Here is the task for the records below: repeat exactly the lines from the one with "display:grid; place-content:center; width:65px;" to the one with "flex:1; display:flex; flex-direction:column;", both included, and nothing else.

------------------------------

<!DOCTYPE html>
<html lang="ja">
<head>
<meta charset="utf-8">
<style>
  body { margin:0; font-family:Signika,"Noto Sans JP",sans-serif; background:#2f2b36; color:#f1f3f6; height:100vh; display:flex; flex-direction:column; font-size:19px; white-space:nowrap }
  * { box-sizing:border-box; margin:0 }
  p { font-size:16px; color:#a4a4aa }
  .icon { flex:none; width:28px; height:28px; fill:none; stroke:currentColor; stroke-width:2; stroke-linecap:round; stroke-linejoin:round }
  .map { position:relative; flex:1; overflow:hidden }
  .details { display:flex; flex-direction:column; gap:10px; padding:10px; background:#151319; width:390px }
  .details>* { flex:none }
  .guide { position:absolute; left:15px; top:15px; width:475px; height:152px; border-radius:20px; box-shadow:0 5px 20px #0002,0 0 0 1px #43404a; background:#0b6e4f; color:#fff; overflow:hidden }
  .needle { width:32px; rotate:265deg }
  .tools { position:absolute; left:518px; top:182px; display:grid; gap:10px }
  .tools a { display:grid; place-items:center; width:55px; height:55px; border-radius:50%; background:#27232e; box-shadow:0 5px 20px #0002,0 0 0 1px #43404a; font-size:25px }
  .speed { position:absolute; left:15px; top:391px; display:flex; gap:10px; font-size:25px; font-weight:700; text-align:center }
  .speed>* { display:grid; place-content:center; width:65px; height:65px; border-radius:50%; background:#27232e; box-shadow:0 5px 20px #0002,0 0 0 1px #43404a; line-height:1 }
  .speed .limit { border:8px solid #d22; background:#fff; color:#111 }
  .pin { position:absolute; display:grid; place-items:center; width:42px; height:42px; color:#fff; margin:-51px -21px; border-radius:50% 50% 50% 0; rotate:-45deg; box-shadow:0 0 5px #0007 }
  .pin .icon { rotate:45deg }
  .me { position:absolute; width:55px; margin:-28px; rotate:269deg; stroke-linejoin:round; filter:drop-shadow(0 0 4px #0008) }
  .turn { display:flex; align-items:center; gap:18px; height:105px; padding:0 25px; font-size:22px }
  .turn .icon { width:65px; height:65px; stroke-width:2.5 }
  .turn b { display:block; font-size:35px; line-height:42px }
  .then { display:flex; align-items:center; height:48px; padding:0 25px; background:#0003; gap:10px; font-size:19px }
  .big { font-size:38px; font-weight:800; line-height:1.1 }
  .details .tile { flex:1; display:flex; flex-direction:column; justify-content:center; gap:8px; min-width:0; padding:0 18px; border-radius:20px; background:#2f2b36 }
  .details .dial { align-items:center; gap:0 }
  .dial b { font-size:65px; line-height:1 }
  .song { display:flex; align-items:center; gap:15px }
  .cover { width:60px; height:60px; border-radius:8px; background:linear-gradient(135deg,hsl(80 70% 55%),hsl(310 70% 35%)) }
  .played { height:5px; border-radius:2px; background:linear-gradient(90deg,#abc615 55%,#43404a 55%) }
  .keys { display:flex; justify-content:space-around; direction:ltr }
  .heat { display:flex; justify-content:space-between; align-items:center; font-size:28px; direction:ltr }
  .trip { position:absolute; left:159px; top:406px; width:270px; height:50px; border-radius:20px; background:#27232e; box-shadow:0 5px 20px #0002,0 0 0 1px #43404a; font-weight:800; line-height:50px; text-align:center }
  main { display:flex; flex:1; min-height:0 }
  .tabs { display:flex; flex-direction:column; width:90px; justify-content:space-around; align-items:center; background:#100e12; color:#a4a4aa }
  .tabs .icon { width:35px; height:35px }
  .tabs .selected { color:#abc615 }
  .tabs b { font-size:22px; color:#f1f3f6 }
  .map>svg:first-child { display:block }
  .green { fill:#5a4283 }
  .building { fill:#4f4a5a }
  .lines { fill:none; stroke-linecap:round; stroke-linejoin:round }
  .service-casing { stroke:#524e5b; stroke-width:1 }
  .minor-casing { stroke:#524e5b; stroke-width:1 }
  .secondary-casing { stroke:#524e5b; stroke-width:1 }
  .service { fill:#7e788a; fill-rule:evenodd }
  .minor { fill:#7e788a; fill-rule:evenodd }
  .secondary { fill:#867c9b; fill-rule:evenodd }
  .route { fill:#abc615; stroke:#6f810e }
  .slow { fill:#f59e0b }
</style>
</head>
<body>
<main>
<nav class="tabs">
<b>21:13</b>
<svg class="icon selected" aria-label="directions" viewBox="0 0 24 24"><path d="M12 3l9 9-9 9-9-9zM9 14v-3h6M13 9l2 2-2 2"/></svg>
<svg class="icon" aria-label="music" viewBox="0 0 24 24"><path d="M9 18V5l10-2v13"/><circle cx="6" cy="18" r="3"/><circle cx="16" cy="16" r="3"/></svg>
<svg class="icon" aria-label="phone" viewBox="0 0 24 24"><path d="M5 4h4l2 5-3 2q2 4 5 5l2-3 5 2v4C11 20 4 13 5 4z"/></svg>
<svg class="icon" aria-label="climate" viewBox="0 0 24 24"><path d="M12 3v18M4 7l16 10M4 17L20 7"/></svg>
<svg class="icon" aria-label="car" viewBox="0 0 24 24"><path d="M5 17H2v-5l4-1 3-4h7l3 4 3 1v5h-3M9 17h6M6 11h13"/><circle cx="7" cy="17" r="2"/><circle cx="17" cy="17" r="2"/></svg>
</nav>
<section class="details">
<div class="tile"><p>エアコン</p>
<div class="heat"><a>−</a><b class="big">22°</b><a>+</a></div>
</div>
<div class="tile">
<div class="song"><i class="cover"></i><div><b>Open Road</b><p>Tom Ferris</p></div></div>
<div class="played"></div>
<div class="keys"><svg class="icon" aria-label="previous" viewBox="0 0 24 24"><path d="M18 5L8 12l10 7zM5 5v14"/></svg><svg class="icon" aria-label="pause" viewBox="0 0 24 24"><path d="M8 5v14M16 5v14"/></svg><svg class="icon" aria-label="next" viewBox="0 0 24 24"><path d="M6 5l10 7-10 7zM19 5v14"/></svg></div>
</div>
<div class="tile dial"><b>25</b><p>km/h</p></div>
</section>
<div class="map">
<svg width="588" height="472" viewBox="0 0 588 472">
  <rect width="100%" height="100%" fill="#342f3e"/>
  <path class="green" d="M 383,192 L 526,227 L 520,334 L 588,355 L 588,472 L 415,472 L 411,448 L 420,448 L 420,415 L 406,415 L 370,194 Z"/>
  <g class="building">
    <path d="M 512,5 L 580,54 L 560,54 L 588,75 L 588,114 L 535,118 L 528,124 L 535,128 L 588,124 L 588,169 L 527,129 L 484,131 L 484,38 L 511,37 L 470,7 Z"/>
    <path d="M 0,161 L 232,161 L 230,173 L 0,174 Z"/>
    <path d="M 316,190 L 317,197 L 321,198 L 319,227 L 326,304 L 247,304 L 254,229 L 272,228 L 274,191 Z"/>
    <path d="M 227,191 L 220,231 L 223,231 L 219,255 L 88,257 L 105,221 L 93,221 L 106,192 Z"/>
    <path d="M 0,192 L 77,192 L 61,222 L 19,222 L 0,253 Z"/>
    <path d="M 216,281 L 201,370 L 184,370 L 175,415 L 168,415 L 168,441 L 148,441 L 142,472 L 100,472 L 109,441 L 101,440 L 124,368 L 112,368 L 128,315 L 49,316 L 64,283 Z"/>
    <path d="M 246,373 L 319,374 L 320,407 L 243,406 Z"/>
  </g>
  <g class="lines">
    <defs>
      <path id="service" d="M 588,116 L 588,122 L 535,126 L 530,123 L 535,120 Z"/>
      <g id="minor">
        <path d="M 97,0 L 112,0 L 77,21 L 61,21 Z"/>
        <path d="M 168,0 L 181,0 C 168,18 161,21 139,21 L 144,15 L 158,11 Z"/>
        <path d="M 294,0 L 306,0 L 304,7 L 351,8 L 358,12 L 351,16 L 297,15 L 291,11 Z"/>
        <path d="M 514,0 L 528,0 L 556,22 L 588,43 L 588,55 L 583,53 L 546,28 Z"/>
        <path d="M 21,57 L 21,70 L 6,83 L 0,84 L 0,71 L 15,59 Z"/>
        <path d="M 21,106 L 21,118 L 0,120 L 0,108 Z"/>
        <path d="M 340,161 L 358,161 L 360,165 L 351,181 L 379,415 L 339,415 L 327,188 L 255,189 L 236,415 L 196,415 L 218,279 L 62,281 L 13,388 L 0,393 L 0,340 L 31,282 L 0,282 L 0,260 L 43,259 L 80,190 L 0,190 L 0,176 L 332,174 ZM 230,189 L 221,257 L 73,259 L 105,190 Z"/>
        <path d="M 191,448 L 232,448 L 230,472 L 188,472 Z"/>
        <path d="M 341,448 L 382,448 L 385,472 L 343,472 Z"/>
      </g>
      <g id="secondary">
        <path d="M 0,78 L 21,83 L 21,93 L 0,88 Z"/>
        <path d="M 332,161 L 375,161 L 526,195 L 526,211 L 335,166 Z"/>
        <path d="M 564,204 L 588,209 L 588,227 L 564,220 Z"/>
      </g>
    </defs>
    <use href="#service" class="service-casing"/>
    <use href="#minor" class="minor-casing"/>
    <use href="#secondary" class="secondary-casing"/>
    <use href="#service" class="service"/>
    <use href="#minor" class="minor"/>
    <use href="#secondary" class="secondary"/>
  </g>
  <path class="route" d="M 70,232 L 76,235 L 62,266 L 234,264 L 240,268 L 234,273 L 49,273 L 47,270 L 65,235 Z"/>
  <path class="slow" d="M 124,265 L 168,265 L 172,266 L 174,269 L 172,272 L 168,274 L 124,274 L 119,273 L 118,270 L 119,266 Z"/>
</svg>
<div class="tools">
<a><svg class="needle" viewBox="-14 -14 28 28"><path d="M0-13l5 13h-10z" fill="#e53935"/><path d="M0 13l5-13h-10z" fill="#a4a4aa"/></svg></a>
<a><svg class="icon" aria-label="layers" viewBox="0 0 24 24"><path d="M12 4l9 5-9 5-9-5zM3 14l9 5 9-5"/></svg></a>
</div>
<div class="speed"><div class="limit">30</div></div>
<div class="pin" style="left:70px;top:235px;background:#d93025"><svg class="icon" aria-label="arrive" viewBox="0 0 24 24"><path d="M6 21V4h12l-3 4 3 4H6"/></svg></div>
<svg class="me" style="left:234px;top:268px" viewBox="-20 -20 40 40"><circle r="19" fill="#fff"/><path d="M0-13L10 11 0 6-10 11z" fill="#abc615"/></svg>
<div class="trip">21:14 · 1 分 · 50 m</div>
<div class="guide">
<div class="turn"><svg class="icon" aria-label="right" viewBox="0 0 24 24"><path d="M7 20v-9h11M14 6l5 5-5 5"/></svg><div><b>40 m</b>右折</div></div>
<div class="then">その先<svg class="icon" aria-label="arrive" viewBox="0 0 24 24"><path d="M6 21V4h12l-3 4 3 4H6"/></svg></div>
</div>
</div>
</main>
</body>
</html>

------------------------------

* **Exercise answer**:
  .speed>* { display:grid; place-content:center; width:65px; height:65px; border-radius:50%; background:#27232e; box-shadow:0 5px 20px #0002,0 0 0 1px #43404a; line-height:1 }
  .speed .limit { border:8px solid #d22; background:#fff; color:#111 }
  .pin { position:absolute; display:grid; place-items:center; width:42px; height:42px; color:#fff; margin:-51px -21px; border-radius:50% 50% 50% 0; rotate:-45deg; box-shadow:0 0 5px #0007 }
  .pin .icon { rotate:45deg }
  .me { position:absolute; width:55px; margin:-28px; rotate:269deg; stroke-linejoin:round; filter:drop-shadow(0 0 4px #0008) }
  .turn { display:flex; align-items:center; gap:18px; height:105px; padding:0 25px; font-size:22px }
  .turn .icon { width:65px; height:65px; stroke-width:2.5 }
  .turn b { display:block; font-size:35px; line-height:42px }
  .then { display:flex; align-items:center; height:48px; padding:0 25px; background:#0003; gap:10px; font-size:19px }
  .big { font-size:38px; font-weight:800; line-height:1.1 }
  .details .tile { flex:1; display:flex; flex-direction:column; justify-content:center; gap:8px; min-width:0; padding:0 18px; border-radius:20px; background:#2f2b36 }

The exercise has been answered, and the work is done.